In Russia, the study revealed results similar to those in Hungary, with many more people having Jewish ethnicity than expected by demographers. 7.5% of the 5,266 DNA test-takers living in Russia had Ashkenazi Jewish ethnicity of 25% or more, making it the country with the third-largest percentage of Jewish ethnicity in the world, after Israel and Hungary.

… When setting the threshold of Ashkenazi Jewish ethnicity at 50% or more, the percentage in Russia drops to 3.1%, compared to 4.2% in Hungary. This indicates that in Russia, people who were ethnically Jewish tended to marry non-Jewish people at a greater frequency than in Hungary, which means that Jewish ethnicity in Russia is dissolving at a higher rate than in Hungary.

Here in the San Fernando Valley, there is now a whole bunch of people who are kind of Russian and kind of Jewish. Maybe they were born in the Soviet Union, qualified as Jewish enough to move to Israel, then bounced to L.A.

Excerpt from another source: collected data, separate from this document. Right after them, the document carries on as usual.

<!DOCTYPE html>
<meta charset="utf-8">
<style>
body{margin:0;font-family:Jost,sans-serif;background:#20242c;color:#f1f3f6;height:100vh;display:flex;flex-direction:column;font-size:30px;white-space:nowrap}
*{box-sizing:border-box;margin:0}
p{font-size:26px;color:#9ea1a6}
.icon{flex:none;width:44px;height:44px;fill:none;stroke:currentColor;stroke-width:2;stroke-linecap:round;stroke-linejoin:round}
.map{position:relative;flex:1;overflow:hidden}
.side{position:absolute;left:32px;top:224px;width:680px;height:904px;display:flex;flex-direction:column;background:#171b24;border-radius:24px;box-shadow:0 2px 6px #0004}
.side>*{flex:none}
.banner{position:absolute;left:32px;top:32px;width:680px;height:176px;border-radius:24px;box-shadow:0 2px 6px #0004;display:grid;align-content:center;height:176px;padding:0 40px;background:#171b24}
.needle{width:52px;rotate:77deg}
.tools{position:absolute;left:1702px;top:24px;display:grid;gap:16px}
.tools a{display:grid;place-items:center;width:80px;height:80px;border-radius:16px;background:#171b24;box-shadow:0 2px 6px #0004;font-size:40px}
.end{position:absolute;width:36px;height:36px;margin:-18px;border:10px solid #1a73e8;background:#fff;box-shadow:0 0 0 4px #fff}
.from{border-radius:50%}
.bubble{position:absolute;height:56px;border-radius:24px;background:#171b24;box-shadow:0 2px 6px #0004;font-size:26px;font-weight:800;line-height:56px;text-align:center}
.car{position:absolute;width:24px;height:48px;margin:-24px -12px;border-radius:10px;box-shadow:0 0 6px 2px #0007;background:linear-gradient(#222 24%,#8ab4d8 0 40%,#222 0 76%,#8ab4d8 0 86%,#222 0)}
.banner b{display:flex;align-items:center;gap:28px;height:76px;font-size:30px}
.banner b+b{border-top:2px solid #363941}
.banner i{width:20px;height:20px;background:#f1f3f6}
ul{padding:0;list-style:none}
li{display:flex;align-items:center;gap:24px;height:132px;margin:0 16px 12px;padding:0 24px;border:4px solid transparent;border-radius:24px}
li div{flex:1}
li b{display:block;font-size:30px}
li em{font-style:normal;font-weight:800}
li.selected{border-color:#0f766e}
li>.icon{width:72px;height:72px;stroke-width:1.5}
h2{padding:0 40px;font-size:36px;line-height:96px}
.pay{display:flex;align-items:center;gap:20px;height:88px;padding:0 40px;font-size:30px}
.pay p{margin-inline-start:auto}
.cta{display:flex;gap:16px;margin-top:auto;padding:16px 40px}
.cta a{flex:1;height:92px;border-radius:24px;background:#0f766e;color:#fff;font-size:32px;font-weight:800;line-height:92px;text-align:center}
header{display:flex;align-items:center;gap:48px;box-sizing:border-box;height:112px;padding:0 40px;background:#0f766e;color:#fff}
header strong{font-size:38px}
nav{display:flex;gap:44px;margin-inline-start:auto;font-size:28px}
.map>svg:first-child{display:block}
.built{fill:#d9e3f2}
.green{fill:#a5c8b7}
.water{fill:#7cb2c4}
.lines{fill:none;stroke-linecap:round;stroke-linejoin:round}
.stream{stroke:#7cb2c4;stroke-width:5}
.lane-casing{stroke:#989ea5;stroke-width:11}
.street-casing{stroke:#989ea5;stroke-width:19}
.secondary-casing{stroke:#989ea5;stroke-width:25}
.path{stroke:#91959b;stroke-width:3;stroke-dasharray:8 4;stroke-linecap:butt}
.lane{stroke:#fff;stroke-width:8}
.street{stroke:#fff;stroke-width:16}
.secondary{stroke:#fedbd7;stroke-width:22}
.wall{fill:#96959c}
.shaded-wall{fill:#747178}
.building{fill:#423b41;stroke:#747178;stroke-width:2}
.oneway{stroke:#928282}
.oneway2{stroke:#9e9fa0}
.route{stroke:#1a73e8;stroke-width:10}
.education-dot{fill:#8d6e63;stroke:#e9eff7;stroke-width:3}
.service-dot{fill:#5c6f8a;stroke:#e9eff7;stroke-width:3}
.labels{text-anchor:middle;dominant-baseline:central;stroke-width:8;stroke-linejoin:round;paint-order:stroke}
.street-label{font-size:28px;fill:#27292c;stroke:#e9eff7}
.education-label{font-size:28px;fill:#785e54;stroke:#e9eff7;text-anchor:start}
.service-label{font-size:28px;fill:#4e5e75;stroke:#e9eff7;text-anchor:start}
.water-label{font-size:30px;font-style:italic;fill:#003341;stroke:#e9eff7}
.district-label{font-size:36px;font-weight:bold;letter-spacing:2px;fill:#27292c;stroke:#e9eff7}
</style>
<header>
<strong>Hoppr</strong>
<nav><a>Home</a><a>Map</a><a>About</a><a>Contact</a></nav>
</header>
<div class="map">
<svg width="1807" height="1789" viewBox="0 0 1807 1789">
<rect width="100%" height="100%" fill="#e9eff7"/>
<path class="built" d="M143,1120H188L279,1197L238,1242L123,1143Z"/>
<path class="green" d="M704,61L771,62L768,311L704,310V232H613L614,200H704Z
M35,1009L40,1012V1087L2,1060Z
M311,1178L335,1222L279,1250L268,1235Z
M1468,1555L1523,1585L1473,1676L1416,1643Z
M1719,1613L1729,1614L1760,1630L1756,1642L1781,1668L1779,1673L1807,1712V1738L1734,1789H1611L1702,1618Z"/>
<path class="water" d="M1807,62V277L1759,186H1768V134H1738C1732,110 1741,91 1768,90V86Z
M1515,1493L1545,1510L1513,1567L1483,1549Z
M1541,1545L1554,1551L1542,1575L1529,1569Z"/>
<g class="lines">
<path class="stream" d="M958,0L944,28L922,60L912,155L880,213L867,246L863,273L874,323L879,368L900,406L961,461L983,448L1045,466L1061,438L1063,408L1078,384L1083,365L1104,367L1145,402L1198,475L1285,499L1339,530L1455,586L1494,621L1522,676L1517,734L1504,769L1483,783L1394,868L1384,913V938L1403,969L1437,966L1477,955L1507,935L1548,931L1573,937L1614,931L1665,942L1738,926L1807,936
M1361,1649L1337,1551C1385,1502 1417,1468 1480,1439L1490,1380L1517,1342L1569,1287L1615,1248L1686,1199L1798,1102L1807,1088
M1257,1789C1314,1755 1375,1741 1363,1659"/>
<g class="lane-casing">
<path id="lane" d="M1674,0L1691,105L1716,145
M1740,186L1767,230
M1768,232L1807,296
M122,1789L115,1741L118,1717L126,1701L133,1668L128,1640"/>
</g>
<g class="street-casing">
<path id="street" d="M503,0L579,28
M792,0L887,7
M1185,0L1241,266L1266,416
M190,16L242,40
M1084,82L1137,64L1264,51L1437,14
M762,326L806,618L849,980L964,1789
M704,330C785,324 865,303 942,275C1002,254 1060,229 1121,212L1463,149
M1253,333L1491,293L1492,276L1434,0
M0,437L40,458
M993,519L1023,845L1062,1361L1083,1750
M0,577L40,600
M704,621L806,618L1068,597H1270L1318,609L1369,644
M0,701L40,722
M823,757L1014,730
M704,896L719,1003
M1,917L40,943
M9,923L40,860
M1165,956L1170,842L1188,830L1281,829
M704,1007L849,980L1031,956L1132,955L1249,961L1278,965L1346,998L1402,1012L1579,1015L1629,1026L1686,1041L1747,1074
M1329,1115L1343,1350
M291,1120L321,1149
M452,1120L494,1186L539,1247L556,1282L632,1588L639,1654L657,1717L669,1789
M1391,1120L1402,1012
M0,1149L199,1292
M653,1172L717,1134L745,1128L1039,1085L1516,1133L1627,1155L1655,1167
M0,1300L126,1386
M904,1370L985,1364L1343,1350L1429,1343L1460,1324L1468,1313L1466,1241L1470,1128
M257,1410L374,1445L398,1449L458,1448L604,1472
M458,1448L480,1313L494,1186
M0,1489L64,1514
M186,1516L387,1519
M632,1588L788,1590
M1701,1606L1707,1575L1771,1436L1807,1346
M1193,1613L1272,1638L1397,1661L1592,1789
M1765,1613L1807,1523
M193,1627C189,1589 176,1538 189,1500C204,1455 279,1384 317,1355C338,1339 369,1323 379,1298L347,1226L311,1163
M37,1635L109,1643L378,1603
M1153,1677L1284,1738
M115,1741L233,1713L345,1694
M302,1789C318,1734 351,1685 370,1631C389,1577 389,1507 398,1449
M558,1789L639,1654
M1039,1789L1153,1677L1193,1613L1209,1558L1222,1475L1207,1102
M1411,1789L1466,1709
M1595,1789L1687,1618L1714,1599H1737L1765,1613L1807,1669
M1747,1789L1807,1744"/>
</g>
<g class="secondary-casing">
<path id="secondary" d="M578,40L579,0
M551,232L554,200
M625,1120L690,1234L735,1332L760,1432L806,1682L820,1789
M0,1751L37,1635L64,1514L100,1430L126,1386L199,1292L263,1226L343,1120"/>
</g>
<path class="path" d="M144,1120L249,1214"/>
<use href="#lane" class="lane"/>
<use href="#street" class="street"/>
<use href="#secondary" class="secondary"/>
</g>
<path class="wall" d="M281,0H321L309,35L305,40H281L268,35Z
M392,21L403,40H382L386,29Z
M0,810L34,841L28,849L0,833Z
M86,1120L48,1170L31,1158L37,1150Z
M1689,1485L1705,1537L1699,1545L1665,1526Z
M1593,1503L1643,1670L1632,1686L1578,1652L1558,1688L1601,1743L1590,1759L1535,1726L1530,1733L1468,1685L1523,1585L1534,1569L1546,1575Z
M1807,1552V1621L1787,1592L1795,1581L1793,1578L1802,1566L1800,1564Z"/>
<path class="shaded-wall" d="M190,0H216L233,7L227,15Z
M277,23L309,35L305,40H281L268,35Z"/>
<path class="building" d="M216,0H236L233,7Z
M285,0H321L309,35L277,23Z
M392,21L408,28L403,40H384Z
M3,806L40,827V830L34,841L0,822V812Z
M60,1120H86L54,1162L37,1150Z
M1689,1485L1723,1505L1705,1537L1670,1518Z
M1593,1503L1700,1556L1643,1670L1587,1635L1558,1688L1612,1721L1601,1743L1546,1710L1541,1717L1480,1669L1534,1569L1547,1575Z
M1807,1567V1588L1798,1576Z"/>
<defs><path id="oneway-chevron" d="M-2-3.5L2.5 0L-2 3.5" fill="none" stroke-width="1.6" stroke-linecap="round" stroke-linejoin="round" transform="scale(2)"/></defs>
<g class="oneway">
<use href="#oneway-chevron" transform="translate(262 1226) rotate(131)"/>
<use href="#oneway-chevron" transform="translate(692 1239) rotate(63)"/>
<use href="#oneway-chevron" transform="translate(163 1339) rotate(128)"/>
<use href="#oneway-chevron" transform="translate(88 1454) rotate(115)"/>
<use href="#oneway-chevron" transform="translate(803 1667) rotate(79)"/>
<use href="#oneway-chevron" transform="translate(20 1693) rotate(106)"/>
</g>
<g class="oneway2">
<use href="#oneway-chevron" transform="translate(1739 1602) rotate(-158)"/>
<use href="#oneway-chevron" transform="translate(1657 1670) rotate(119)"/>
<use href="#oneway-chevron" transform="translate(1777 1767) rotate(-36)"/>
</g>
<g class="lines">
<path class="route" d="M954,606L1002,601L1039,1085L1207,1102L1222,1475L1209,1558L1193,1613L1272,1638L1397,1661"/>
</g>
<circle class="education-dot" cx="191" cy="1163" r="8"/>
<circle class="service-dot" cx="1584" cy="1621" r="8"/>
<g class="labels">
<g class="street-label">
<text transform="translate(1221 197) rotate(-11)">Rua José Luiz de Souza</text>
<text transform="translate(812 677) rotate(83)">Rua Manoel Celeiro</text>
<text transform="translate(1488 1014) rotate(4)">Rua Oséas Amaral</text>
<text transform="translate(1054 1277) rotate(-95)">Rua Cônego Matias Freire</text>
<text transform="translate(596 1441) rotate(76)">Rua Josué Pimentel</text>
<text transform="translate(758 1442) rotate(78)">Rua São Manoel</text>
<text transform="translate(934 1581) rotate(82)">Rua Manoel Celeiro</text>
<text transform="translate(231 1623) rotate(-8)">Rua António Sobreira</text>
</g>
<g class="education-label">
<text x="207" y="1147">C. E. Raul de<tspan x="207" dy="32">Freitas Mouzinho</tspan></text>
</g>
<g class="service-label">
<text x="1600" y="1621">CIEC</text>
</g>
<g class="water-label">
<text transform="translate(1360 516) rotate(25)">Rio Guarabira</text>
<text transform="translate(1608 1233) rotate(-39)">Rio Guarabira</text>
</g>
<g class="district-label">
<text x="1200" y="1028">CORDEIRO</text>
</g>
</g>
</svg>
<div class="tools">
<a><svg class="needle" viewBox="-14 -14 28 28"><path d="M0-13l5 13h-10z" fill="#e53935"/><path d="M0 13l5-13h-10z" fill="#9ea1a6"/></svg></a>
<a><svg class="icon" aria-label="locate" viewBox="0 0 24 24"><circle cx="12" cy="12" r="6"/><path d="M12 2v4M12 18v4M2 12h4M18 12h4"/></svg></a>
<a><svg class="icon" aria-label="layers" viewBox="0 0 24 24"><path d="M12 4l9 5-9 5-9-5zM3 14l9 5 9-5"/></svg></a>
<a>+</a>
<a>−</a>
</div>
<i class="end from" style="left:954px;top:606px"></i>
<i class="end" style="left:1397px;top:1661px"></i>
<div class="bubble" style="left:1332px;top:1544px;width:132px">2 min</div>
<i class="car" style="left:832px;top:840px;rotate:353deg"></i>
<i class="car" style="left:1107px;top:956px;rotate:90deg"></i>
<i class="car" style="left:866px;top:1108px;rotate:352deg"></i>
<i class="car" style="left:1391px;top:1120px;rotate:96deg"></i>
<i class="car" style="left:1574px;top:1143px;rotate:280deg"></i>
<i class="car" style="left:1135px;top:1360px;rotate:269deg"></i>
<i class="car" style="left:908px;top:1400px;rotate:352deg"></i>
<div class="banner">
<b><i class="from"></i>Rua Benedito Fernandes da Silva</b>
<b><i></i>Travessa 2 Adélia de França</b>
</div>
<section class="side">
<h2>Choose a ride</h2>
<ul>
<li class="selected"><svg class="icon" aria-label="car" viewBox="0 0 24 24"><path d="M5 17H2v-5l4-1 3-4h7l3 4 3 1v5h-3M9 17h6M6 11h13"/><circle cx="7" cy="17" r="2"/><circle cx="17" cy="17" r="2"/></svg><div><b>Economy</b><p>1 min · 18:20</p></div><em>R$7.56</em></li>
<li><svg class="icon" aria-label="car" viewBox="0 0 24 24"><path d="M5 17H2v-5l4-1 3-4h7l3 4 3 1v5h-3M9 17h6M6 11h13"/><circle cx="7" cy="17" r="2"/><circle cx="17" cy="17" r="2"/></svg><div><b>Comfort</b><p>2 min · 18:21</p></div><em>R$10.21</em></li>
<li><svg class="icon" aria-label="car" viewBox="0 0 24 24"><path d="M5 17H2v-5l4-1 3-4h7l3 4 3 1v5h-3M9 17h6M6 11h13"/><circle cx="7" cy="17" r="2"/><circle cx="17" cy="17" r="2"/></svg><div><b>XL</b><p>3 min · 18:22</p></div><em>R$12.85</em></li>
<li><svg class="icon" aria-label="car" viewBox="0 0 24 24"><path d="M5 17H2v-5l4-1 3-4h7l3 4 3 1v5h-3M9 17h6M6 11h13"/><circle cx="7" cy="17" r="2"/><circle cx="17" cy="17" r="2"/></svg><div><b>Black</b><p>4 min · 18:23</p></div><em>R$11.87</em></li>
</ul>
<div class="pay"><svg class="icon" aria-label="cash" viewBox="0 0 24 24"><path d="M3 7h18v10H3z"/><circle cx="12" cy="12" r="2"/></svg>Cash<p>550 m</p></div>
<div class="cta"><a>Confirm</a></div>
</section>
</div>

You don’t hear about them a lot, even though they congregate at the heart of the entertainment industry in places like West Hollywood and The Valley. One reason is because conventional American-born Jews are lately heavily into Russophobia, seeing Putin as the neo-Czar, so the existence of a lot of kind of Jewish Russians and kind of Russian Jews is disconcerting for the predominant worldview in which Russians are seen as dangerous anti-Semites.

Razib Khan points to intermarriage as early as 1780 for the diffusion of Jewish genes in Hungary:

A massive wave of demographic expansion occurred among Ashkenazi Jews after 1500. In the 18th-century Jewish fertility was far greater than gentile fertility in Poland. This resulted in an increase in the Jewish proportion over time, but likely also assimilation of some Jews into Christian society. The “Jewish Enlightenment”, spanning the 100 years between 1780 and 1880, was also a period when massive defections occurred from the more integrated elements of the Central European Jewry. Moses Mendelssohn’s last male descendant to practice Judaism died in 1871, after one century of assimilation and conversion.

Budapest was famous for smart Jews (e.g., John von Neumann), which I suspect correlates with early openness to intermarriage.